Multiple GitHub Accounts on One Machine

Common scenario: personal GitHub account and work GitHub account on the same laptop.

Step 1: Generate Separate Keys

bash
# Personal key
ssh-keygen -t ed25519 -C "personal@email.com" -f ~/.ssh/id_ed25519_personal

# Work key
ssh-keygen -t ed25519 -C "work@company.com" -f ~/.ssh/id_ed25519_work

Add both public keys to their respective GitHub accounts.

Step 2: Configure SSH Aliases

bash
# ~/.ssh/config
Host github-personal
    HostName github.com
    User git
    IdentityFile ~/.ssh/id_ed25519_personal
    AddKeysToAgent yes

Host github-work
    HostName github.com
    User git
    IdentityFile ~/.ssh/id_ed25519_work
    AddKeysToAgent yes

Step 3: Use the Right Host When Cloning

bash
# Personal repo: use "github-personal" instead of "github.com"
git clone git@github-personal:yourusername/personal-project.git

# Work repo: use "github-work"
git clone git@github-work:company/work-project.git

# Fix an existing repo's remote
git remote set-url origin git@github-work:company/repo.git

Step 4: Per-Directory Git Identity

Use conditional includes to automatically apply work identity in work directories:

ini
# ~/.gitconfig
[user]
    name = Your Name
    email = personal@email.com

[includeIf "gitdir:~/work/"]
    path = ~/.gitconfig-work
ini
# ~/.gitconfig-work
[user]
    email = work@company.com
    name = Your Name

Now any repo under ~/work/ automatically uses the work email in commits.


Signing Commits with GPG

Signed commits prove that commits actually came from you, not someone who got access to your machine.

bash
# Generate a GPG key (if you don't have one)
gpg --full-generate-key
# Choose: ECC and ECC (Ed25519), key does not expire, your name and email

# List your GPG keys
gpg --list-secret-keys --keyid-format=long
# sec   ed25519/ABC123DEF456 2024-01-01 [SC]

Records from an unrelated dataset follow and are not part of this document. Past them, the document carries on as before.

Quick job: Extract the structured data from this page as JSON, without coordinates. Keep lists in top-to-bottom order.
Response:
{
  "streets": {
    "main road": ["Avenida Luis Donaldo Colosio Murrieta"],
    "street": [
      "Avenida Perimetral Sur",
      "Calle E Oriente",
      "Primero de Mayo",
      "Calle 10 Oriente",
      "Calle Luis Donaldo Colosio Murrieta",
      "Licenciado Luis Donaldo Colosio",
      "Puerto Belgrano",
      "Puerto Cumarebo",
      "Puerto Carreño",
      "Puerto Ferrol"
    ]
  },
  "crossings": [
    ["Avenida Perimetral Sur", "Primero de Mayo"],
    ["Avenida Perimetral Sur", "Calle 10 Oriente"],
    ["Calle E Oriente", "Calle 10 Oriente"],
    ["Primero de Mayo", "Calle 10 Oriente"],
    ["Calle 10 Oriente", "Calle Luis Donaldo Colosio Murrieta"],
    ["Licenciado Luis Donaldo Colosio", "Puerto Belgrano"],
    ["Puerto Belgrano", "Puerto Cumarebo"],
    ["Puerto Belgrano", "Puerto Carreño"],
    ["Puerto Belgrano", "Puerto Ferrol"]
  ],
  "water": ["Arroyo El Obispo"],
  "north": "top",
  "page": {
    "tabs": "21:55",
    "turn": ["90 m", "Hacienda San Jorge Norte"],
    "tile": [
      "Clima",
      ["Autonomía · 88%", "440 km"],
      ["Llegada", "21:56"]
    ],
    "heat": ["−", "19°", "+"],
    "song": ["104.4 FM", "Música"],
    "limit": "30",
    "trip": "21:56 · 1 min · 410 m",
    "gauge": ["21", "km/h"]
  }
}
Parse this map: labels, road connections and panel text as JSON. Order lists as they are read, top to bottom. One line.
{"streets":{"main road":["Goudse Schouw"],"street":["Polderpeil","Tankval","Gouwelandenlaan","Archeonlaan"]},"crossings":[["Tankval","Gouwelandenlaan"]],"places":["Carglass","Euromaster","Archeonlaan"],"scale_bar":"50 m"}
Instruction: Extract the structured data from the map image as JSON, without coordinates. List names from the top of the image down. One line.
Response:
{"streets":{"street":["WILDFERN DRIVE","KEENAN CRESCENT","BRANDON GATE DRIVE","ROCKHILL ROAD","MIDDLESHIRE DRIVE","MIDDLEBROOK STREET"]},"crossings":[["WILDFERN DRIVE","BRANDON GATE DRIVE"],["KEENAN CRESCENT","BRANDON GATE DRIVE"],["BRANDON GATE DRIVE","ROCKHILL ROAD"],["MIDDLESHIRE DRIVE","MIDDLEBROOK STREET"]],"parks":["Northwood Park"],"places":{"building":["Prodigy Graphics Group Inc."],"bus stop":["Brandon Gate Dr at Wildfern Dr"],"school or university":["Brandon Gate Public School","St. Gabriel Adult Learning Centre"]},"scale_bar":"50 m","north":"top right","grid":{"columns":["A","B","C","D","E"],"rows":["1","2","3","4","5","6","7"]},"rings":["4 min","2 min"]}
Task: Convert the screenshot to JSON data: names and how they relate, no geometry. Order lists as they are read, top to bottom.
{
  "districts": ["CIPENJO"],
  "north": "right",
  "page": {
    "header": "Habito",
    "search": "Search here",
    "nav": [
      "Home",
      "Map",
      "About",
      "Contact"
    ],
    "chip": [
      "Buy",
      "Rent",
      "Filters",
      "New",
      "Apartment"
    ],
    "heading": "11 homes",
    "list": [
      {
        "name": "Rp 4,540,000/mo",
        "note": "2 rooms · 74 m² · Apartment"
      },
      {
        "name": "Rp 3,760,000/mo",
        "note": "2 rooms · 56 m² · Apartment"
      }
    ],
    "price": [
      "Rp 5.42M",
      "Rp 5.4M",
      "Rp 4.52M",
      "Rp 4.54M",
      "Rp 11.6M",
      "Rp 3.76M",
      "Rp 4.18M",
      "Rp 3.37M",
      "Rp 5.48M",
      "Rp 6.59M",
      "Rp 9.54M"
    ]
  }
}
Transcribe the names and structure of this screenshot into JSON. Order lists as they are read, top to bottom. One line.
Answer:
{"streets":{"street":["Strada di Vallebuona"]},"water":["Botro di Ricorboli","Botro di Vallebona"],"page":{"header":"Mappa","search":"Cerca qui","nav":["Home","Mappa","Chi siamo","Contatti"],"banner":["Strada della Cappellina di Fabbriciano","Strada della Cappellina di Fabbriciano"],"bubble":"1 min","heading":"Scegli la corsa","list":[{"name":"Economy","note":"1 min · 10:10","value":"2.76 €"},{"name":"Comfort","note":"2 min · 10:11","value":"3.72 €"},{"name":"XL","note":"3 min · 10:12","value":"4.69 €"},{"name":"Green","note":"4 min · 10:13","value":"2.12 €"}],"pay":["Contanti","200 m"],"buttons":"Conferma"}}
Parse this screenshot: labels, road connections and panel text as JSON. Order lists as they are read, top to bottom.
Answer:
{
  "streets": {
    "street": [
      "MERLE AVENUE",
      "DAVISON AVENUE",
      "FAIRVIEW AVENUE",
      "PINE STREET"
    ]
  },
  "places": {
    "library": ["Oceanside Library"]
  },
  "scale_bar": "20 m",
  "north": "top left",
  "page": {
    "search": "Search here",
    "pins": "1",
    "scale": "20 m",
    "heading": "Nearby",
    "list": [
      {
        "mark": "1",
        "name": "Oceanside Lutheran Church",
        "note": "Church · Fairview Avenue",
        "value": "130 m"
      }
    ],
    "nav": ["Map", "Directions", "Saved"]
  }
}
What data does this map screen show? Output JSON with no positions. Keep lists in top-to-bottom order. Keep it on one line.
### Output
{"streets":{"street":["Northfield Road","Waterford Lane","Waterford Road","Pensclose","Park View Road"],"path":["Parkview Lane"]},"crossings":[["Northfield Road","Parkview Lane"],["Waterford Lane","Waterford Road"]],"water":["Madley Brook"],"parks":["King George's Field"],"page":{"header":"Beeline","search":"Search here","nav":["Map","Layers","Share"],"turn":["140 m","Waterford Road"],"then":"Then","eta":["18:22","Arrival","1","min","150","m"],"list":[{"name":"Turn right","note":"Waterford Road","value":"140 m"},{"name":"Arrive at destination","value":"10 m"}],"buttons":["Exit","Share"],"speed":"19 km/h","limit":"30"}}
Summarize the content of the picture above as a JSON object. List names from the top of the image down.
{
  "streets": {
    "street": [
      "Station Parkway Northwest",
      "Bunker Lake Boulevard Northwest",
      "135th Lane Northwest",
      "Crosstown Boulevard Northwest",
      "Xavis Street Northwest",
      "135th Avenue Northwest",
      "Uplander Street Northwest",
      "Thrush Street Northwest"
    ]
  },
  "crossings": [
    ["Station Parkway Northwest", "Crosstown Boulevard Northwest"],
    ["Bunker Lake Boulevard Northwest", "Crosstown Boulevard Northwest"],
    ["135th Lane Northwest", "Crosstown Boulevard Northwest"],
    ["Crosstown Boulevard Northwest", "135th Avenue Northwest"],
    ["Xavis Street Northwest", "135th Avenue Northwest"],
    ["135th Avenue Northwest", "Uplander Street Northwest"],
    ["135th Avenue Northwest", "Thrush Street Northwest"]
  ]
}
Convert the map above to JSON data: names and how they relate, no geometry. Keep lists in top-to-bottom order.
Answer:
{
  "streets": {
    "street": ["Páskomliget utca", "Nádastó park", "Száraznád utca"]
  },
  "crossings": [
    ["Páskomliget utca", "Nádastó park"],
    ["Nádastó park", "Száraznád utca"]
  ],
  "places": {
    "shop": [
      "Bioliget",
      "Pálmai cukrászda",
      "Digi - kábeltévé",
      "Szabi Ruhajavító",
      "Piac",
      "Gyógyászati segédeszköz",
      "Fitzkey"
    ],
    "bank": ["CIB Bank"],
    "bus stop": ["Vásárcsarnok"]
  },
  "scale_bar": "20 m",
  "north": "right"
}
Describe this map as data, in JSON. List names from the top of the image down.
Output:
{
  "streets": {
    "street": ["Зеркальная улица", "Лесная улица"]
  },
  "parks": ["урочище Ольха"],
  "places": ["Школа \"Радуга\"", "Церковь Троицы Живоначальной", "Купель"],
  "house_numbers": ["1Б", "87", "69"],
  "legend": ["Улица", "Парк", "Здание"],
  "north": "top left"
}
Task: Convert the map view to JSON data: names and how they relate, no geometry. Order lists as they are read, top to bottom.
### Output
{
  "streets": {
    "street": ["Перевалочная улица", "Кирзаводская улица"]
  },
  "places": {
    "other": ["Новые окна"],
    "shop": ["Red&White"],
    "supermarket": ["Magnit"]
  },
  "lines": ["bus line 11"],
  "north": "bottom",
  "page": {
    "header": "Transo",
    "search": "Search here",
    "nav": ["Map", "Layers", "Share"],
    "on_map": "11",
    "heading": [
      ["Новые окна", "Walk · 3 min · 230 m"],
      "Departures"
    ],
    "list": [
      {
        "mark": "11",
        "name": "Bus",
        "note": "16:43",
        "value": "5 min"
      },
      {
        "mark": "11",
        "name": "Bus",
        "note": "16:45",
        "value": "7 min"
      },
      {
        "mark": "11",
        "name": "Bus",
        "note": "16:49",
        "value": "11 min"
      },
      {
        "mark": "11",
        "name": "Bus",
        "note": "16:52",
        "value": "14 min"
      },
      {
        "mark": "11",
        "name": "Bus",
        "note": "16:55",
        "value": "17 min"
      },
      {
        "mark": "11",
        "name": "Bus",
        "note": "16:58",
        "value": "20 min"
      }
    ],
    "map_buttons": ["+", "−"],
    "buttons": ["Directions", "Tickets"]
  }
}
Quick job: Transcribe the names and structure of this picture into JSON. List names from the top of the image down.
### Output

# Export public key and add to GitHub (Settings -> GPG keys)
gpg --armor --export ABC123DEF456

# Configure Git to use your key
git config --global user.signingkey ABC123DEF456
git config --global commit.gpgsign true    # sign all commits
git config --global tag.gpgsign true       # sign all tags

Verify a signed commit:

bash
git verify-commit HEAD
# gpg: Good signature from "Your Name <email@example.com>"

Frequently Asked Questions

Q: My ssh -T git@github.com says "Permission denied (publickey)". How do I debug?

Run ssh -vT git@github.com for verbose output. Common causes: (1) The key is not added to ssh-agent - run ssh-add ~/.ssh/id_ed25519. (2) The public key wasn't added to GitHub, or was added to the wrong account. (3) The ~/.ssh/config file has wrong permissions - it must be 600: chmod 600 ~/.ssh/config. (4) You're using the HTTPS URL instead of SSH - verify with git remote -v and change with git remote set-url origin git@github.com:user/repo.git.

Q: Should I use the same SSH key on every machine or generate one per machine?

Generate one key per machine. This follows the principle of least privilege: if one machine is compromised, you revoke only that key without affecting others. It also gives you an audit trail on GitHub-you can see which device was used for authentication. Name your keys descriptively in GitHub: "MacBook Pro Work 2025", "Home Desktop", "CI Server".

Q: What is core.autocrlf and should I set it?

Windows uses CRLF (\r\n) line endings; Linux/macOS use LF (\n). autocrlf = true (Windows) converts LF->CRLF on checkout and CRLF->LF on commit, keeping your editor happy while keeping the repo LF. autocrlf = input (Linux/macOS) converts CRLF->LF on commit only. Teams with mixed OS contributors should also add a .gitattributes file to enforce LF for all text files regardless of OS: * text=auto eol=lf.

Q: I accidentally committed with the wrong email address. How do I fix it?

For the most recent commit: git commit --amend --reset-author (updates the author to match your current config). For multiple commits before pushing: git rebase -i HEAD~N then git commit --amend --reset-author for each. For commits already pushed to a shared branch: this requires a force-push and coordination with your team since it rewrites history. Going forward, use includeIf in .gitconfig to prevent this automatically.